#### The data ####
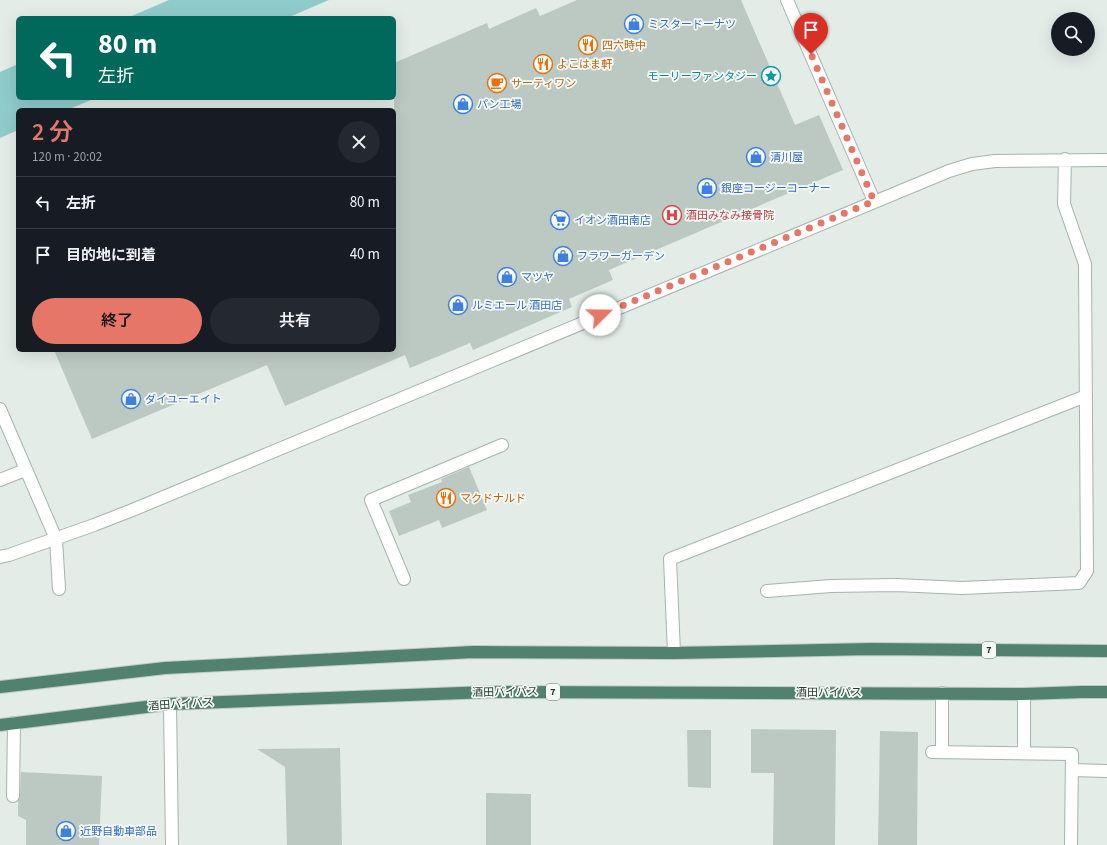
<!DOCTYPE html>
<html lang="ja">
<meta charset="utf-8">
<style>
:root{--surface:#171b24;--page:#242831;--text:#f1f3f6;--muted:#9ea1a6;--line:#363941;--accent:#e67667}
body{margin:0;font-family:"Source Sans 3","Noto Sans JP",sans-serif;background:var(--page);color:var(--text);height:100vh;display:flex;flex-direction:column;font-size:15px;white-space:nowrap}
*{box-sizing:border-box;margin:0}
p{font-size:13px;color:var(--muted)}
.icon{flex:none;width:22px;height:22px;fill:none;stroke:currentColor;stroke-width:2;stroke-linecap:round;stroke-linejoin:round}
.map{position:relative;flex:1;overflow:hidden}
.side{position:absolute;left:16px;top:108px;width:380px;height:244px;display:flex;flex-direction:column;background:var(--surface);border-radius:6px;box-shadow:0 4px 16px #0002}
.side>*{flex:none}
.hud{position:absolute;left:16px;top:16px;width:380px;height:84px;border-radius:6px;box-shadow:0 4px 16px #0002;background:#00695c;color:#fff;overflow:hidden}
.fabs{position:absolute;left:1051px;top:12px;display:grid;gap:8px}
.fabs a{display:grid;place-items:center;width:44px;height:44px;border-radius:50%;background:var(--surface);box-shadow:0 4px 16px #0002;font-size:20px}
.pin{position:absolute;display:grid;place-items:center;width:34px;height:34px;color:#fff;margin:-41px -17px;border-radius:50% 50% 50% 0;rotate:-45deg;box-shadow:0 0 4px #0007}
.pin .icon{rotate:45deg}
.me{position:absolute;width:44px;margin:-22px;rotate:68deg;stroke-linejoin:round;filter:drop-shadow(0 0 3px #0008)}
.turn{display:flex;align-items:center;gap:14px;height:84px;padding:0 16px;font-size:18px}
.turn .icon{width:52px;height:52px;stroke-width:2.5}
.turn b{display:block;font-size:28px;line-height:34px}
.round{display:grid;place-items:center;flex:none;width:42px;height:42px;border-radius:21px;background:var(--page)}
.overview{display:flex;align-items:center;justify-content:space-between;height:68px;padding:0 16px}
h1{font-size:24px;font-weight:600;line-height:30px;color:var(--accent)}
.button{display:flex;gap:8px;margin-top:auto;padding:8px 16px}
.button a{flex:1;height:46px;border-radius:24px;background:var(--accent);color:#111;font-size:16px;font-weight:600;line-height:46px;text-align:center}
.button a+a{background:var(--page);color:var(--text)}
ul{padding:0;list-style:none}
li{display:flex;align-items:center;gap:12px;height:52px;padding:0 16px;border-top:1px solid var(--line)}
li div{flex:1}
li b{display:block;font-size:15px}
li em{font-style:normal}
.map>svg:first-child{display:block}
.water{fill:#90cbcc}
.building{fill:#bcc9c2}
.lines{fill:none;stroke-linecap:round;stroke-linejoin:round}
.service-casing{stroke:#a6b4ad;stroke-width:14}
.tertiary-casing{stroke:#a6b4ad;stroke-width:14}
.trunk-casing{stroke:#c2c8c6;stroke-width:14}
.service{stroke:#fff;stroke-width:12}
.tertiary{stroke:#fff;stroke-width:12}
.trunk{stroke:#50826f;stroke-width:12}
.route{stroke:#e67667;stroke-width:7;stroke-dasharray:0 12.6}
.labels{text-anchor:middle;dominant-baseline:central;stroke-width:3.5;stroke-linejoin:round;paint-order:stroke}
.shield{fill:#f4f9f5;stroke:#62756c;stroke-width:1}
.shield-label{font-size:10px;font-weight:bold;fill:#243c32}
.shop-label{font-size:11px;fill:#366cbe;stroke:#f4f9f5;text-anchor:start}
.food-label{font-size:11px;fill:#c56008;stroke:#f4f9f5;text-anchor:start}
.culture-label{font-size:11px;fill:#0d838f;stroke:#f4f9f5;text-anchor:end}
.health-label{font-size:11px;fill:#be3a42;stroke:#f4f9f5;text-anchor:start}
.street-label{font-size:11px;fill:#243c32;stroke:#f4f9f5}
</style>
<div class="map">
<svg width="1107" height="845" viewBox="0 0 1107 845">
<rect width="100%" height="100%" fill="#e3ece7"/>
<path class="water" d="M169 0H329L287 18H127Z
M18 64V98H96L67 110H18V130L0 138V72Z"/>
<path class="building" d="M577 0H741L795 125 819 115 843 170 609 270 613 280 569 299 572 307 473 350 470 343 410 368 405 355 285 406 267 365 92 439 54 350H394V63L487 23 489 29 536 8 540 16Z
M469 467 487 510 442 528 439 520 399 536 389 511 411 502 408 495 442 482 441 479Z
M751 729 836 730 835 845H773L774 773H751Z
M687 730H711V788L688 787Z
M880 731 918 732 917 845H878Z
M340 748 342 845H287L285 767 257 749Z
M21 772 102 776 99 845H26V820L18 816V801L20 796Z
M486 793 531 794V845H486Z"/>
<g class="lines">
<g class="service-casing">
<path id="service" d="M787 0 874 201
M0 409 56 539 59 589
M0 480 25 470
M0 557 9 555 94 525 130 511 949 171 972 164 995 161 1107 160
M404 579 371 500 502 445
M767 591 831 586 896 585 962 588 1079 583 1087 571 1085 264 1064 204 1065 159
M674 653 670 559 1086 396
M932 752 1072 754 1071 845
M942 752V693
M1024 753V694
M1072 770 1107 771
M13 796 14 723"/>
</g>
<g class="tertiary-casing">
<path id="tertiary" d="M170 704 172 845"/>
</g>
<g class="trunk-casing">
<path id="trunk" d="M0 687 165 668 473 652 674 653 871 649 1107 651
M0 725 170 704 489 692 1024 694 1082 692H1107"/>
</g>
<use href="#service" class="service"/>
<use href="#tertiary" class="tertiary"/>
<use href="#trunk" class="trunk"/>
</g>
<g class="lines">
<path class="route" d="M600 315 874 201 811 54"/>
</g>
<defs>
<g id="shop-ring" transform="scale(1)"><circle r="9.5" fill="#f4f9f5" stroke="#3f7fe0" stroke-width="1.5"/><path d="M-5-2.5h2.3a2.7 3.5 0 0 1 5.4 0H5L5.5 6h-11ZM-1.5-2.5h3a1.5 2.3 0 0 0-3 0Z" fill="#3f7fe0"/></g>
<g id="restaurant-ring" transform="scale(1)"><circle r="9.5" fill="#f4f9f5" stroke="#e8710a" stroke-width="1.5"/><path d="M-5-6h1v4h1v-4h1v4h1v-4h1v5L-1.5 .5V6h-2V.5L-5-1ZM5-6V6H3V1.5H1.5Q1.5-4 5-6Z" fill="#e8710a"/></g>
<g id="sight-ring" transform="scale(1)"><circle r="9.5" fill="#f4f9f5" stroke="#0f9aa8" stroke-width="1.5"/><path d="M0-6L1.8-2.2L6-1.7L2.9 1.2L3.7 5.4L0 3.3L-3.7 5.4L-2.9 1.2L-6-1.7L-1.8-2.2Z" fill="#0f9aa8"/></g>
<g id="cafe-ring" transform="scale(1)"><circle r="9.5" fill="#f4f9f5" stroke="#e8710a" stroke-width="1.5"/><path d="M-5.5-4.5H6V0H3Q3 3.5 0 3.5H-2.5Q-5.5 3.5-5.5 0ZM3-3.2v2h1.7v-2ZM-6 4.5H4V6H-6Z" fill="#e8710a"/></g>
<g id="hospital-ring" transform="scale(1)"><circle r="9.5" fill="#f4f9f5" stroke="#e0444e" stroke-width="1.5"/><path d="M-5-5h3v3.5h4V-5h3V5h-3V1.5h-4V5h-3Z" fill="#e0444e"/></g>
<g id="supermarket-ring" transform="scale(1)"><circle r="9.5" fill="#f4f9f5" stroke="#3f7fe0" stroke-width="1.5"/><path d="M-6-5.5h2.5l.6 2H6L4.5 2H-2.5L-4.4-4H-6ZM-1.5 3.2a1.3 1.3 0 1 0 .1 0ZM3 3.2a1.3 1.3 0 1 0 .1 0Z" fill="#3f7fe0"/></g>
</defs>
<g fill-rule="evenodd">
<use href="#shop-ring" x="634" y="24"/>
<use href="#restaurant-ring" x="588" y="45"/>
<use href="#restaurant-ring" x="543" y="64"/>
<use href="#sight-ring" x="771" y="76"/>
<use href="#cafe-ring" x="497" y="83"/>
<use href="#shop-ring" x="463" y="104"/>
<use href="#shop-ring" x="756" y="157"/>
<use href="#shop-ring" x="707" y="188"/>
<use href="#hospital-ring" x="672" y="215"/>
<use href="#supermarket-ring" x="560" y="220"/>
<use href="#shop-ring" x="563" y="256"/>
<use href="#shop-ring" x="507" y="277"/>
<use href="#shop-ring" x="458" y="305"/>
<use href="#shop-ring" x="131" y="399"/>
<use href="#restaurant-ring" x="446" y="498"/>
<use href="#shop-ring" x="66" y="831"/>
</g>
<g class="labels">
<g class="shield">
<rect x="982" y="642" width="14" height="16" rx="3"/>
<rect x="546" y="684" width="14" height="16" rx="3"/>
</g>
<g class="shield-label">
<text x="989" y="650">7</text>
<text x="553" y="692">7</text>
</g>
<g class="shop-label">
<text x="648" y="24">ミスタードーナツ</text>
<text x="477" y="104">パン工場</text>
<text x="770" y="157">清川屋</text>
<text x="721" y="188">銀座コージーコーナー</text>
<text x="574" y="220">イオン酒田南店</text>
<text x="577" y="256">フラワーガーデン</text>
<text x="521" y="277">マツヤ</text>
<text x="472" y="305">ルミエール 酒田店</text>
<text x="145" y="399">ダイユーエイト</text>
<text x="80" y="831">近野自動車部品</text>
</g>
<g class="food-label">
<text x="602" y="45">四六時中</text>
<text x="557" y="64">よこはま軒</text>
<text x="511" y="83">サーティワン</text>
<text x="460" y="498">マクドナルド</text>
</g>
<g class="culture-label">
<text x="757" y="76">モーリーファンタジー</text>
</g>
<g class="health-label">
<text x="686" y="215">酒田みなみ接骨院</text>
</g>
<g class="street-label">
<text transform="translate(505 692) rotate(-1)">酒田バイパス</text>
<text x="829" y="692">酒田バイパス</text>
<text transform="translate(181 704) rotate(-4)">酒田バイパス</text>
</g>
</g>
</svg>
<div class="fabs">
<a><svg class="icon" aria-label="search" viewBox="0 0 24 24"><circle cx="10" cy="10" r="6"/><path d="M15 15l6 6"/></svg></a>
</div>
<div class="pin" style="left:811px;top:54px;background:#d93025"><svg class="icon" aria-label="arrive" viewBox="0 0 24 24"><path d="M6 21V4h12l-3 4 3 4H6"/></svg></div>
<svg class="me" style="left:600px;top:315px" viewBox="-20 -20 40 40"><circle r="19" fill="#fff"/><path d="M0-13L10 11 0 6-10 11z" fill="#e67667"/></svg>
<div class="hud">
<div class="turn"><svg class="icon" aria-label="left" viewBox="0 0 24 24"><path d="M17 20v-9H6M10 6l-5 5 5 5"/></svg><div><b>80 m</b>左折</div></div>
</div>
<section class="side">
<div class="overview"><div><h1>2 分</h1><p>120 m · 20:02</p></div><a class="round"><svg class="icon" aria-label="close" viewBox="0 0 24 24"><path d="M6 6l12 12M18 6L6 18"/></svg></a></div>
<ul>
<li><svg class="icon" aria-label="left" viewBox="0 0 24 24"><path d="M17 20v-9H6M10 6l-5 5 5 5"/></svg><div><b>左折</b></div><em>80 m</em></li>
<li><svg class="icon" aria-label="arrive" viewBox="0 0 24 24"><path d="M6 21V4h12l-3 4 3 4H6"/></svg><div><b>目的地に到着</b></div><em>40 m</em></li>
</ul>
<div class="button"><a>終了</a><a>共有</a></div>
</section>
</div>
####
Work required: The total, and only the total: count the lines above that contain "hidden".

Exercise result: 2